GEO Investing

We’ve all been haunted by that one decision to take stock profits too early. At some point we all go through the “what if I didn’t sell Facebook, Inc. (NASDAQ:FB),, Inc. (NASDAQ:AMZN), Alphabet Inc. (NASDAQ:GOOG), Netflix, Inc. (NASDAQ:NFLX), Montage Technology Group Limite (NASDAQ:MONT), (insert your biggest regret)” type of moment after those stocks continued to rise. It’s human nature to have hindsight regret.

My full time investing journey is full of these types of mishaps. So yes, I have had fleeting feelings of regret after seeing a stock I sold go up.

For example, I sold Monster Beverage Corporation (NASDAQ:MNST) in 2004 when it was trading around $0.75, split adjusted (under old symbol, HANS), after quickly doubling my money. Shares recently traded at an all-time high of $87 per share. I failed to understand the significance of the new line of products (energy drinks) management launched in 1997 to reignite growth.  At that time, the company was this boring “juice box” company with annual revenue tracking at about $200 million. During my initial interview with management, the CEO at the time mentioned that they were trying to get a new energy drink line going, but was not sure if the plan was going to work. Today, the company boasts revenue of $4.5 billion and has been the best performing stock of the century, seeing its market value go from $70 million to $43 billion, a true “why microcap to big cap” story.

I could not have timed my sale of shares any better, right before growth took a huge leap forward and the market took notice. I pretty much ignored the fact that the company had been posting modest growth since 1997.
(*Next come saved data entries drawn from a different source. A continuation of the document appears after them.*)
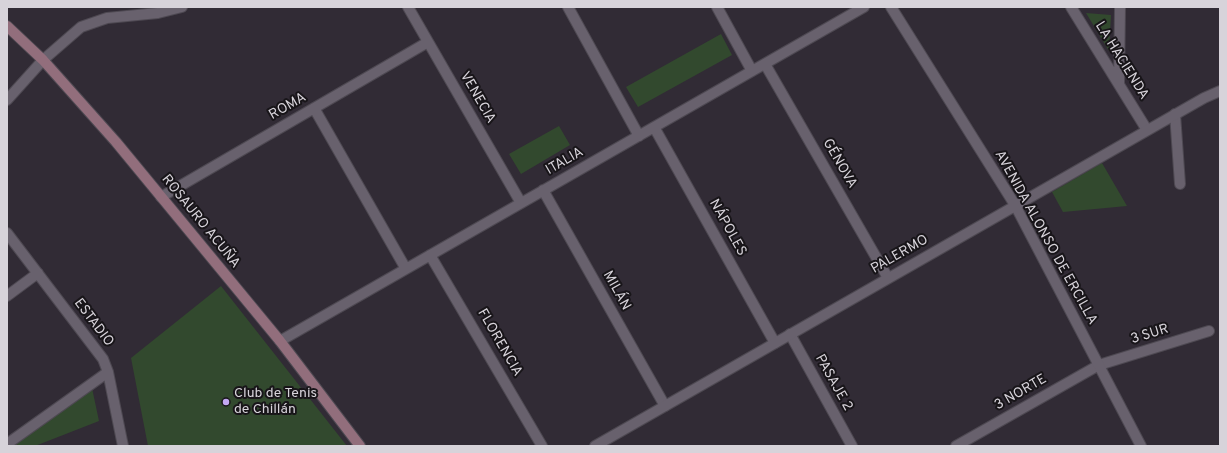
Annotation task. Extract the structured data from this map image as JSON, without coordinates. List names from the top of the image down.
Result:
{
  "streets": {
    "main road": ["ROSAURO ACUÑA"],
    "street": [
      "LA HACIENDA",
      "VENECIA",
      "ROMA",
      "ITALIA",
      "GÉNOVA",
      "NÁPOLES",
      "AVENIDA ALONSO DE ERCILLA",
      "PALERMO",
      "MILÁN",
      "ESTADIO",
      "3 SUR",
      "FLORENCIA",
      "PASAJE 2",
      "3 NORTE"
    ]
  },
  "crossings": [
    ["LA HACIENDA", "PALERMO"],
    ["VENECIA", "ROMA"],
    ["VENECIA", "ITALIA"],
    ["ROMA", "ROSAURO ACUÑA"],
    ["ITALIA", "GÉNOVA"],
    ["ITALIA", "ROSAURO ACUÑA"],
    ["ITALIA", "NÁPOLES"],
    ["ITALIA", "MILÁN"],
    ["ITALIA", "FLORENCIA"],
    ["GÉNOVA", "PALERMO"],
    ["NÁPOLES", "PALERMO"],
    ["AVENIDA ALONSO DE ERCILLA", "PALERMO"],
    ["AVENIDA ALONSO DE ERCILLA", "3 SUR"],
    ["AVENIDA ALONSO DE ERCILLA", "3 NORTE"],
    ["PALERMO", "MILÁN"],
    ["PALERMO", "PASAJE 2"],
    ["3 SUR", "3 NORTE"]
  ],
  "places": ["Club de Tenis de Chillán"]
}
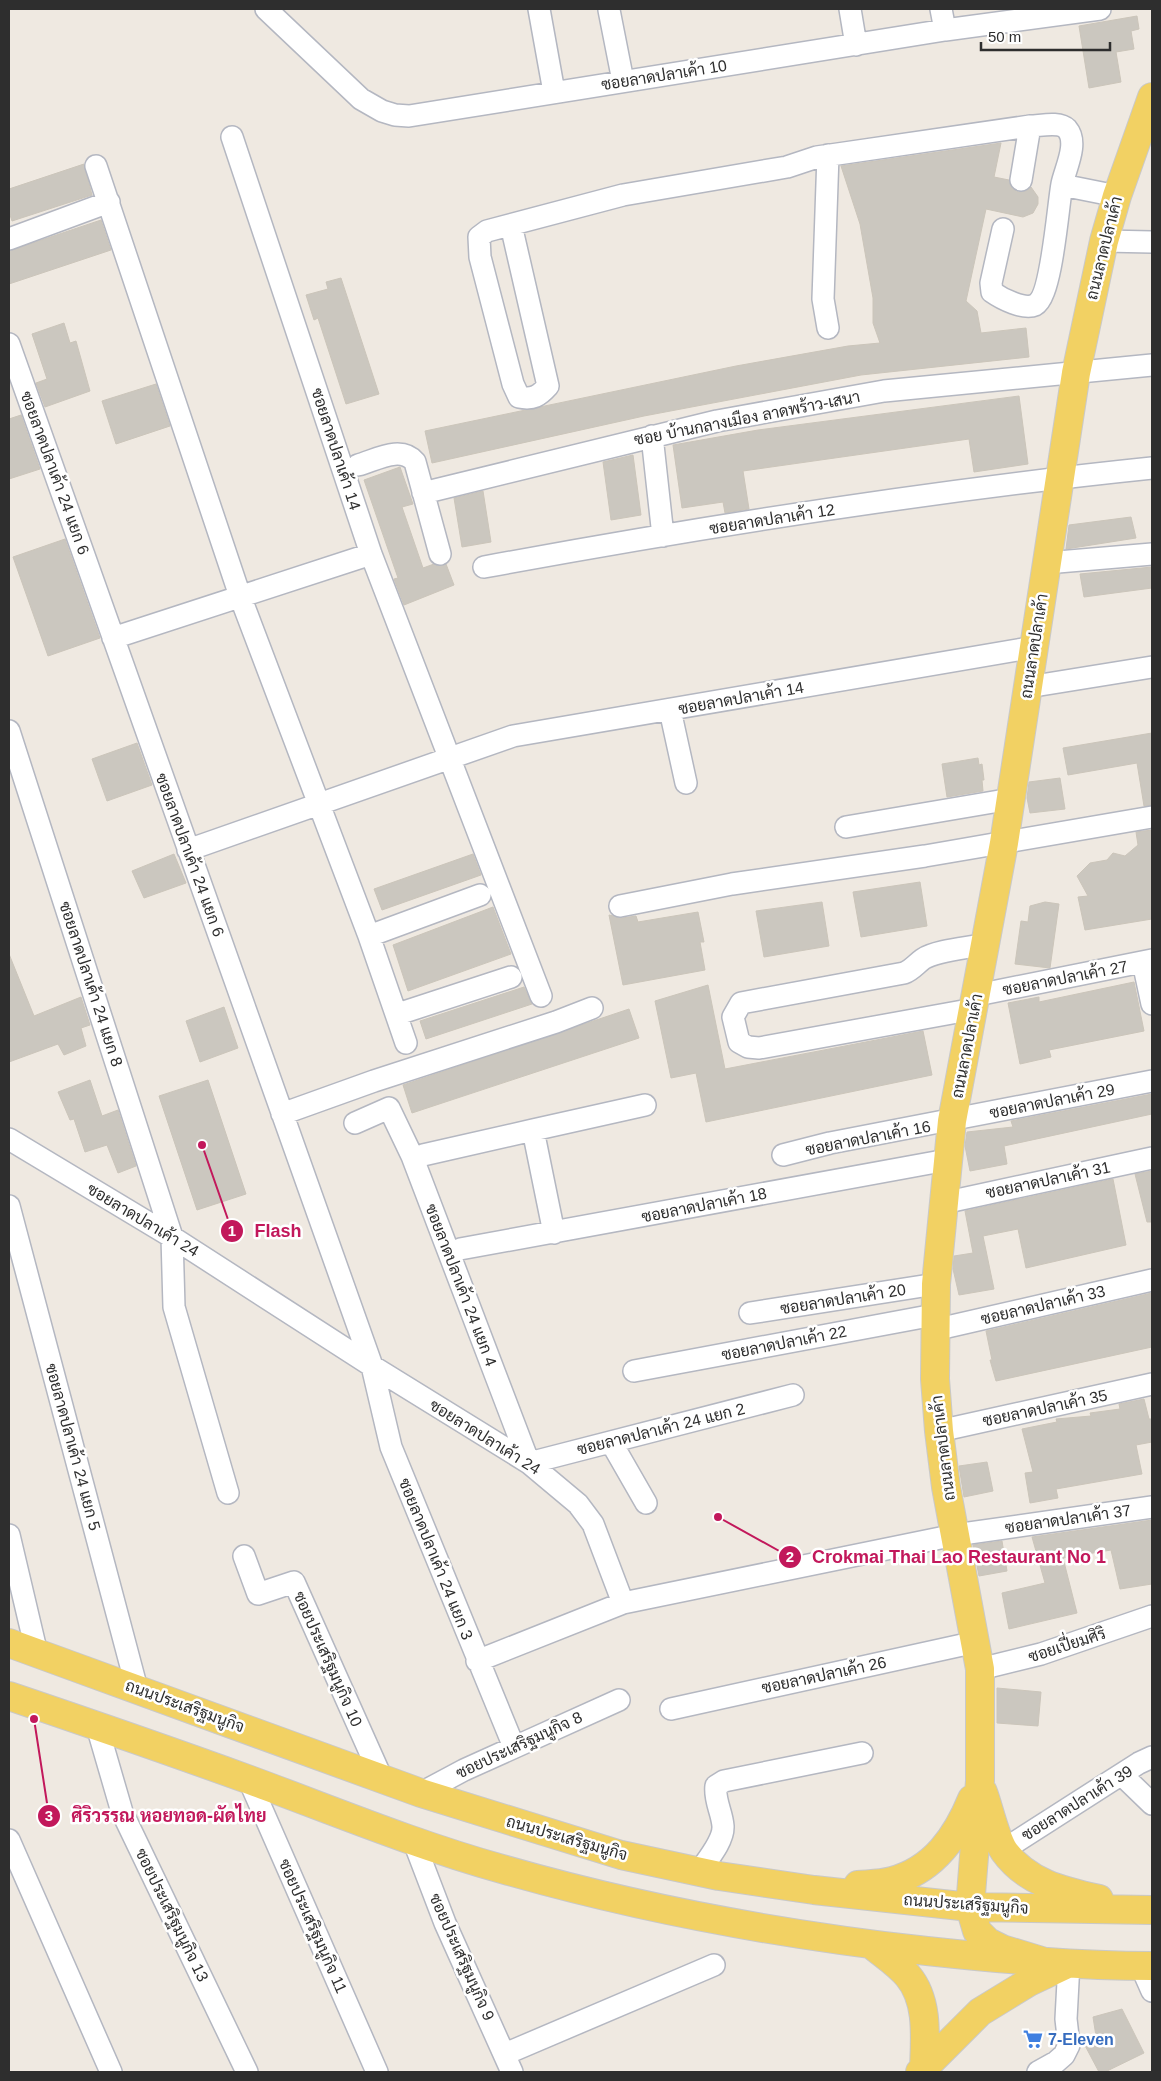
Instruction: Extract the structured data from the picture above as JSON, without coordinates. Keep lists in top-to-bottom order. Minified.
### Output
{"streets":{"main road":["ถนนลาดปลาเค้า","ถนนประเสริฐมนูกิจ"],"street":["ซอยลาดปลาเค้า 10","ซอย บ้านกลางเมือง ลาดพร้าว-เสนา","ซอยลาดปลาเค้า 14","ซอยลาดปลาเค้า 24 แยก 6","ซอยลาดปลาเค้า 12","ซอยลาดปลาเค้า 27","ซอยลาดปลาเค้า 24 แยก 8","ซอยลาดปลาเค้า 29","ซอยลาดปลาเค้า 16","ซอยลาดปลาเค้า 31","ซอยลาดปลาเค้า 18","ซอยลาดปลาเค้า 24","ซอยลาดปลาเค้า 24 แยก 4","ซอยลาดปลาเค้า 20","ซอยลาดปลาเค้า 33","ซอยลาดปลาเค้า 22","ซอยลาดปลาเค้า 35","ซอยลาดปลาเค้า 24 แยก 2","ซอยลาดปลาเค้า 24 แยก 5","ซอยลาดปลาเค้า 37","ซอยลาดปลาเค้า 24 แยก 3","ซอยเปี่ยมศิริ","ซอยประเสริฐมนูกิจ 10","ซอยลาดปลาเค้า 26","ซอยประเสริฐมนูกิจ 8","ซอยลาดปลาเค้า 39","ซอยประเสริฐมนูกิจ 13","ซอยประเสริฐมนูกิจ 11","ซอยประเสริฐมนูกิจ 9"]},"crossings":[["ถนนลาดปลาเค้า","ซอย บ้านกลางเมือง ลาดพร้าว-เสนา"],["ถนนลาดปลาเค้า","ซอยลาดปลาเค้า 14"],["ถนนลาดปลาเค้า","ซอยลาดปลาเค้า 12"],["ถนนลาดปลาเค้า","ซอยลาดปลาเค้า 27"],["ถนนลาดปลาเค้า","ซอยลาดปลาเค้า 29"],["ถนนลาดปลาเค้า","ซอยลาดปลาเค้า 16"],["ถนนลาดปลาเค้า","ซอยลาดปลาเค้า 31"],["ถนนลาดปลาเค้า","ซอยลาดปลาเค้า 18"],["ถนนลาดปลาเค้า","ซอยลาดปลาเค้า 20"],["ถนนลาดปลาเค้า","ซอยลาดปลาเค้า 33"],["ถนนลาดปลาเค้า","ซอยลาดปลาเค้า 22"],["ถนนลาดปลาเค้า","ซอยลาดปลาเค้า 35"],["ถนนลาดปลาเค้า","ซอยลาดปลาเค้า 37"],["ถนนลาดปลาเค้า","ซอยเปี่ยมศิริ"],["ถนนลาดปลาเค้า","ซอยลาดปลาเค้า 26"],["ถนนลาดปลาเค้า","ถนนประเสริฐมนูกิจ"],["ซอยลาดปลาเค้า 14","ซอยลาดปลาเค้า 24 แยก 6"],["ซอยลาดปลาเค้า 24 แยก 6","ซอยลาดปลาเค้า 24"],["ซอยลาดปลาเค้า 24 แยก 6","ซอยลาดปลาเค้า 24 แยก 3"],["ซอยลาดปลาเค้า 24 แยก 8","ซอยลาดปลาเค้า 24"],["ซอยลาดปลาเค้า 29","ซอยลาดปลาเค้า 16"],["ซอยลาดปลาเค้า 24","ซอยลาดปลาเค้า 24 แยก 4"],["ซอยลาดปลาเค้า 24","ซอยลาดปลาเค้า 24 แยก 2"],["ซอยลาดปลาเค้า 24","ซอยลาดปลาเค้า 24 แยก 3"],["ซอยลาดปลาเค้า 24 แยก 4","ซอยลาดปลาเค้า 24 แยก 2"],["ซอยลาดปลาเค้า 33","ซอยลาดปลาเค้า 22"],["ซอยลาดปลาเค้า 24 แยก 5","ถนนประเสริฐมนูกิจ"],["ซอยลาดปลาเค้า 24 แยก 3","ซอยประเสริฐมนูกิจ 8"],["ซอยประเสริฐมนูกิจ 10","ถนนประเสริฐมนูกิจ"],["ถนนประเสริฐมนูกิจ","ซอยประเสริฐมนูกิจ 8"]],"places":{"other":["Flash","Crokmai Thai Lao Restaurant No 1","ศิริวรรณ หอยทอด-ผัดไทย"],"supermarket":["7-Eleven"]},"scale_bar":"50 m"}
I had a similar experience with top 3 cable operator Charter Communications, Inc. (NASDAQ:CHTR). I bought the stock after it came out of bankruptcy and made a quick double, selling it at around $40. I sold it because I was just playing the exit chapter 11 trade that has worked well for over time. It now trades just shy of its all-time high of $635.85.

My investing battleground is littered with these types of examples, as I’m sure it is with many of us. No doubt, it is excruciating to sell a stock then watch it make an incredible multi-bagger move.

In the end, wallowing in your regret is not healthy. Not only can it force you to make bad decisions “to get even”, but it can paralyze your future investment decisions that you know are probably right. In other words, it is very detrimental to your trading/investing development since there will be obvious buys that you did not jump into, and on the flip side, you’ll hold stocks you shouldn’t have.  Furthermore, regret can also turn into self-demoralization which can have negative effects on your overall quality of life. Trust me, I have been there.

More importantly, remember that for every stock you may have sold that went on to become a multi-bagger, I bet there are many others that were on their way to multi-bagger status that eventually multi-busted. I had a lot of these where I was like “wow, I got lucky locking in profits on this one”, or “man, I wish I had sold.”

Honestly, for many years I was just not a good enough investor to hold a stock for the long-term. I was frightened to death of holding stocks long term. Even though I have always hunted for Tier One quality microcaps, my mindset was on making money on my investments within a year by looking for short-term growth inflection points. The strategy worked very well, but a post mortem of my past stock picks over the years exposed that I would have performed exponentially better if I held the right stocks for multiple years, along with some “locking in partial profits” as a stock price increased.  The approach I was taking was just not that conducive to vetting the long-term viability of a business.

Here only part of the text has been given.